In 2013 alone, there were 70 new restrictions placed on abortion in 22 states. Many of these laws are passed by the state legislature in the full knowledge that they cannot pass constitutional muster. However, the laws garner significant public attention and allow politicians to become re-elected before the laws are struck down.

Examples of the restrictions include:
  • Bans on abortions at specific weeks (in the first trimester or before viability);
  • Bans on non-surgical abortions (using medication, which has been found to be a safe alternative for early termination of pregnancies);
  • Mandatory ultrasound (women are forced to listen to the fetus's heartbeat or see an image of the fetus, in some cases even where rape or incest has occurred);
  • Mandatory waiting periods after initial consultation (e.g. 72 hours);
  • Forcing doctors to read state-mandated scripts to their patients, which are not scientifically accurate
    • One script, for example, falsely warns of the increased risk of breast cancer or infertility linked to abortion;
    • As others have noted, these scripts (which contain information given by the legislature and not physicians) violate medical ethics and informed consent laws which require physicians to inform patients of the actual risks of the procedure.
Reconciling access to abortion in the US and Canada
The US Supreme Court's decision in Roe v Wade came down 15 years before R v Morgentaler was decided (and the first R v Morgentaler decision of the SCC upheld the law before the Charter was enacted). Since then, the US has taken a significantly different path than Canada regarding regulating abortion.

Interestingly, while a medication abortion has been available in the United States for 17 years, the same medication has only recently been approved for use in Canada, despite its widespread use in other countries. Even then, the restrictions placed on how the medication is prescribed and dispensed in Canada leave many wondering if its intended use rather than its risks are driving the delivery of healthcare.

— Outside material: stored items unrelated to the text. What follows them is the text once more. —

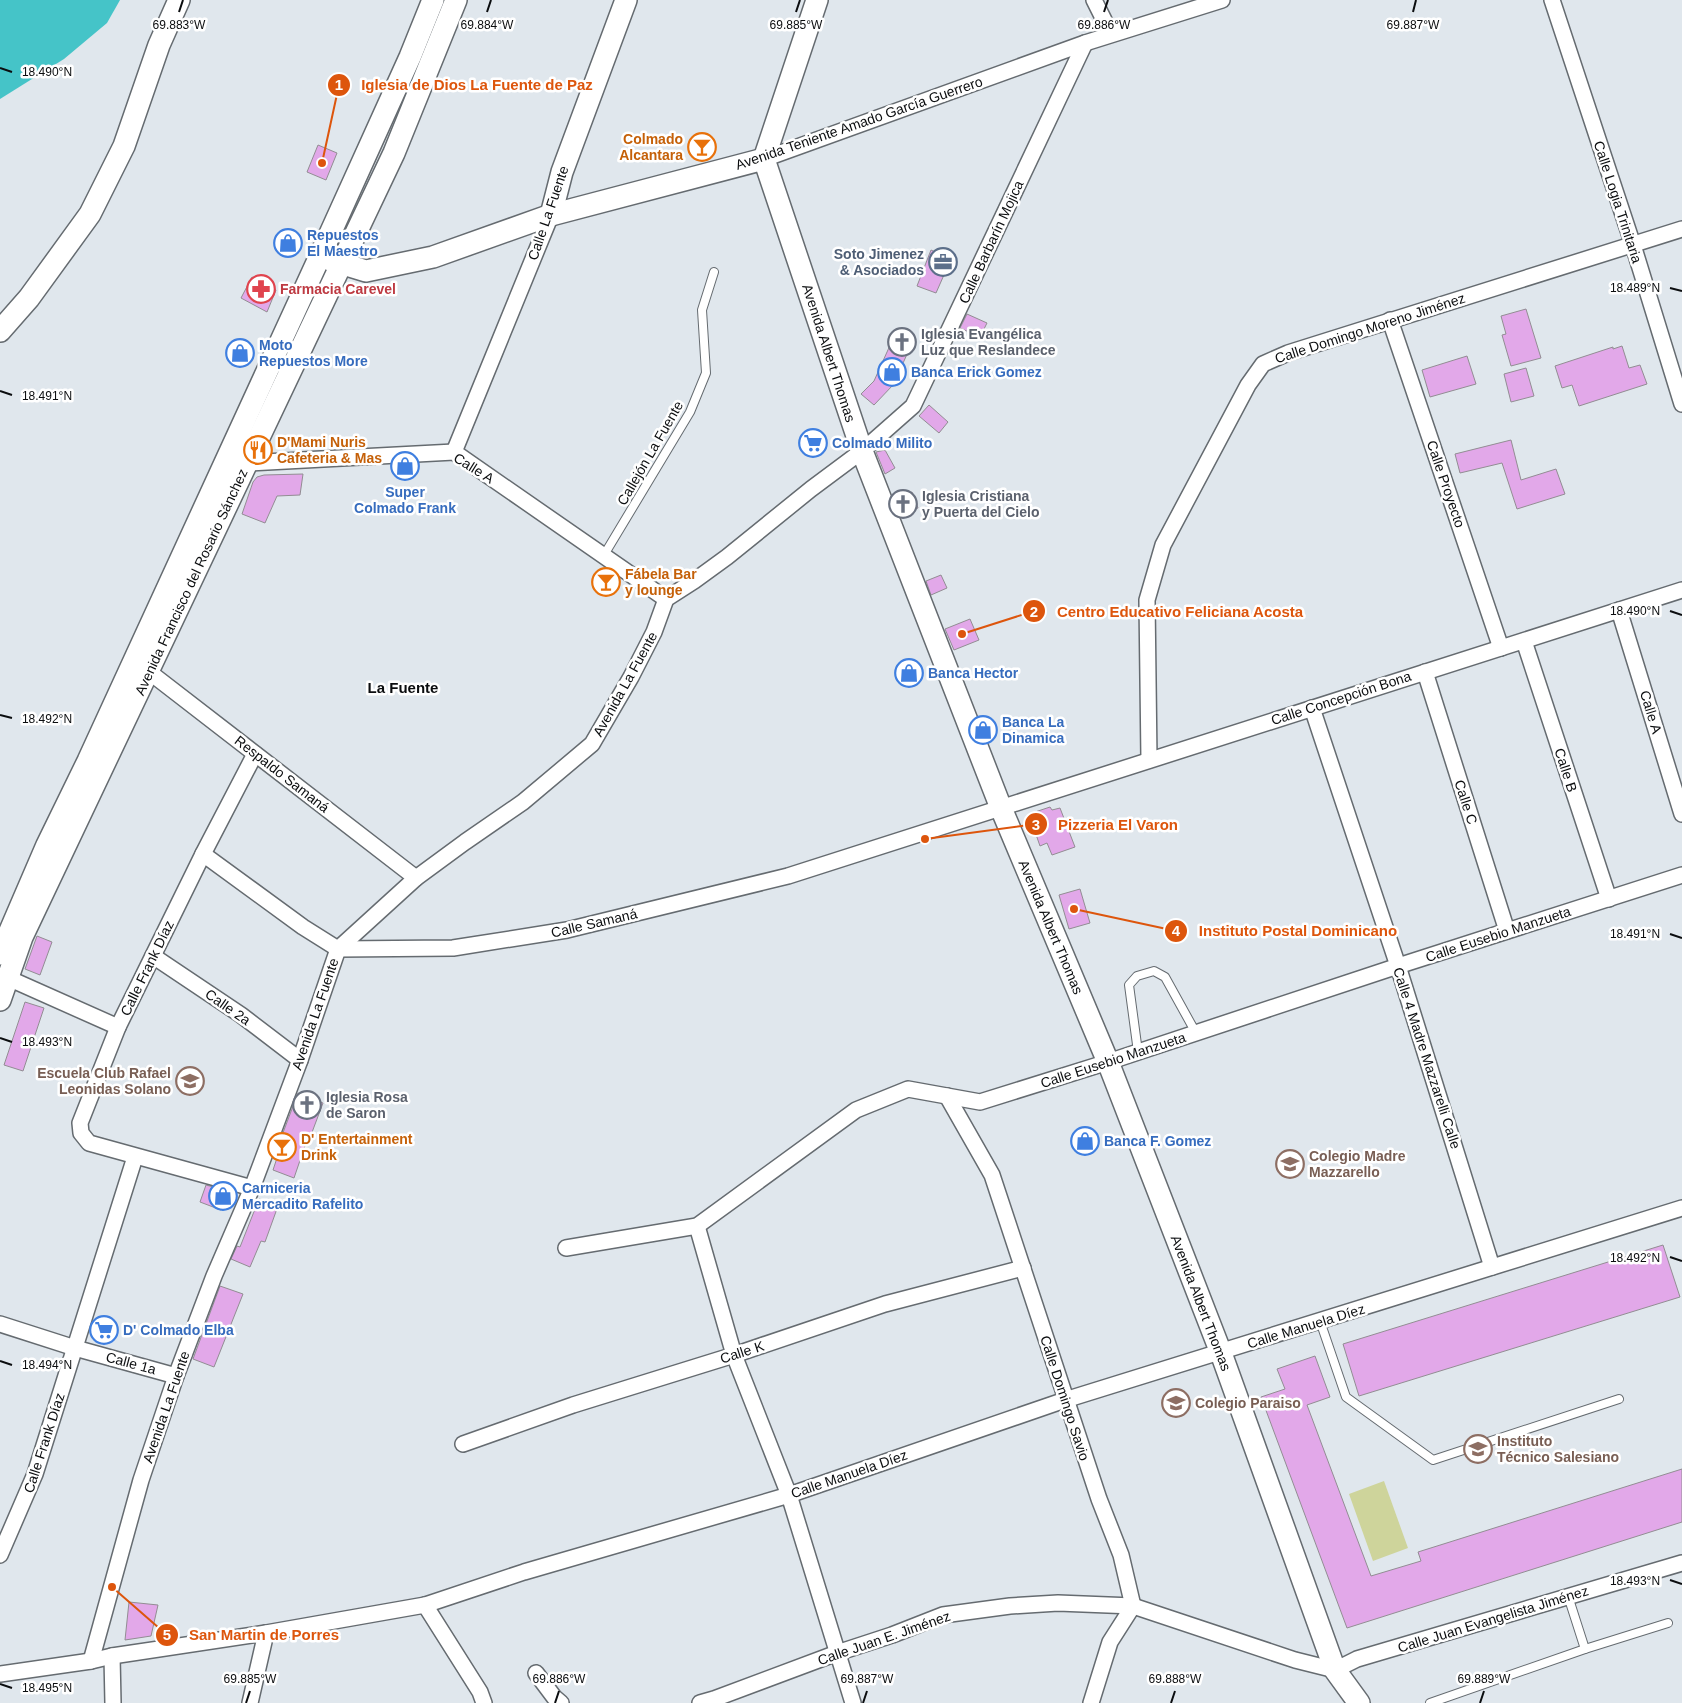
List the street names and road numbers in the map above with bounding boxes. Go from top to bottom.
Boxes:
street label: Avenida Teniente Amado García Guerrero [733,73,985,173]
street label: Calle Logia Trinitaria [1591,139,1645,265]
street label: Calle La Fuente [524,163,572,262]
street label: Calle Barbarín Mojica [955,178,1027,306]
street label: Avenida Albert Thomas [799,282,859,424]
street label: Calle Domingo Moreno Jiménez [1273,290,1467,366]
street label: Callejón La Fuente [614,398,686,508]
street label: Calle Proyecto [1424,438,1468,530]
street label: Calle A [451,449,498,487]
street label: Avenida Francisco del Rosario Sánchez [131,466,251,698]
street label: Avenida La Fuente [590,629,661,739]
street label: Calle Concepción Bona [1269,668,1413,728]
street label: Calle A [1637,688,1665,736]
street label: Respaldo Samaná [232,732,332,816]
street label: Calle B [1551,746,1581,794]
street label: Calle C [1451,778,1481,826]
street label: Avenida Albert Thomas [1015,857,1087,997]
street label: Calle Eusebio Manzueta [1423,903,1573,965]
street label: Calle Samaná [549,905,639,941]
street label: Calle Frank Díaz [117,918,177,1018]
street label: Avenida La Fuente [288,956,342,1072]
street label: Calle 4 Madre Mazzarelli Calle [1390,965,1464,1151]
street label: Calle 2a [202,986,254,1028]
street label: Calle Eusebio Manzueta [1038,1029,1188,1091]
street label: Avenida Albert Thomas [1168,1233,1234,1373]
street label: Calle Manuela Díez [1245,1300,1367,1352]
street label: Calle Domingo Savio [1037,1333,1093,1463]
street label: Calle K [718,1337,767,1367]
street label: Calle 1a [104,1349,158,1377]
street label: Avenida La Fuente [139,1349,193,1465]
street label: Calle Frank Díaz [20,1391,68,1495]
street label: Calle Manuela Díez [789,1447,909,1501]
street label: Calle Juan Evangelista Jiménez [1396,1582,1590,1656]
street label: Calle Juan E. Jiménez [816,1608,952,1668]

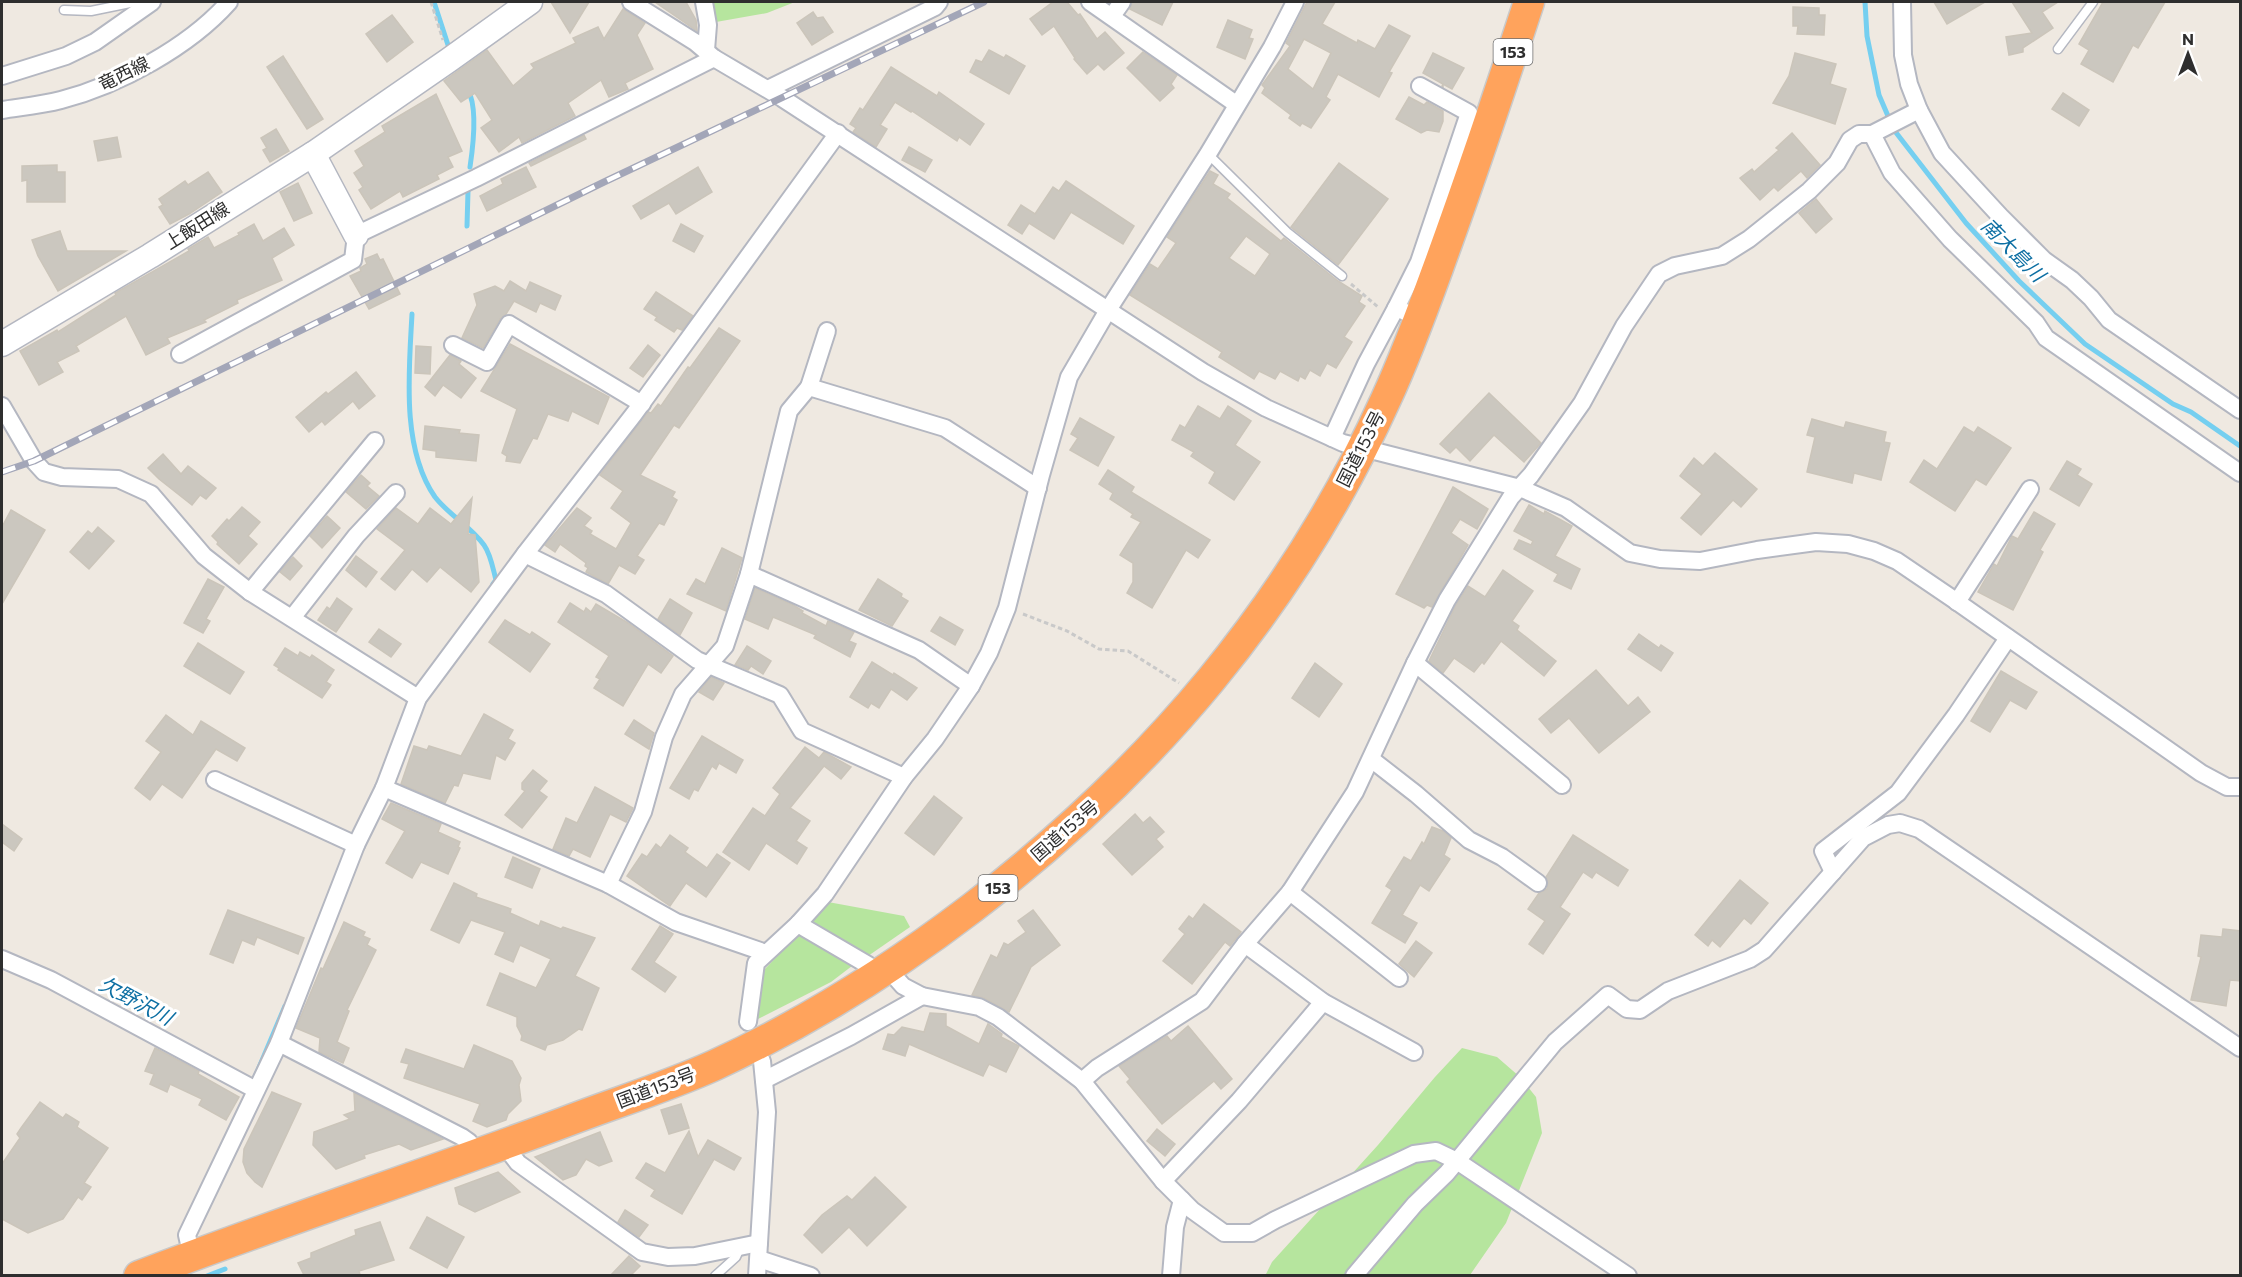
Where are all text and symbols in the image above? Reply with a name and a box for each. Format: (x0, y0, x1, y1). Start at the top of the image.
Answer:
north arrow (2158, 24, 2218, 84)
text: N (2182, 29, 2194, 48)
road number: 153 (1494, 39, 1532, 65)
street label: 竜西線 (94, 51, 153, 95)
street label: 上飯田線 (160, 197, 233, 254)
water label: 南大島川 (1977, 213, 2052, 287)
street label: 国道153号 (1332, 407, 1389, 490)
street label: 国道153号 (1026, 795, 1103, 866)
road number: 153 (978, 875, 1018, 901)
water label: 欠野沢川 (96, 971, 179, 1030)
street label: 国道153号 (613, 1062, 698, 1112)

Health Canada requires physicians to complete an online training course in order to prescribe the medication (Mifegymiso). It also requires physicians, rather than pharmacists, dispense the medication. That runs contrary to the general rule that physicians are medical experts and can prescribe medication they feel comfortable prescribe consistent with their medical practice and that pharmacists dispense medication. Physicians expressed concerned that Health Canada has not justified this departure and that these restrictions will have an adverse impact on women's health, particularly because it means that many family physicians will be reluctant to prescribe the medication. Interesting, the regulatory colleges of pharmacists and physicians in Ontario have given their members the green-light to ignore some of these Health Canada restrictions.

Finally, where clinicians in Canada will not perform an abortion, women are sometimes sent to the United States to obtain an abortion, which is usually covered by provincial healthcare plans.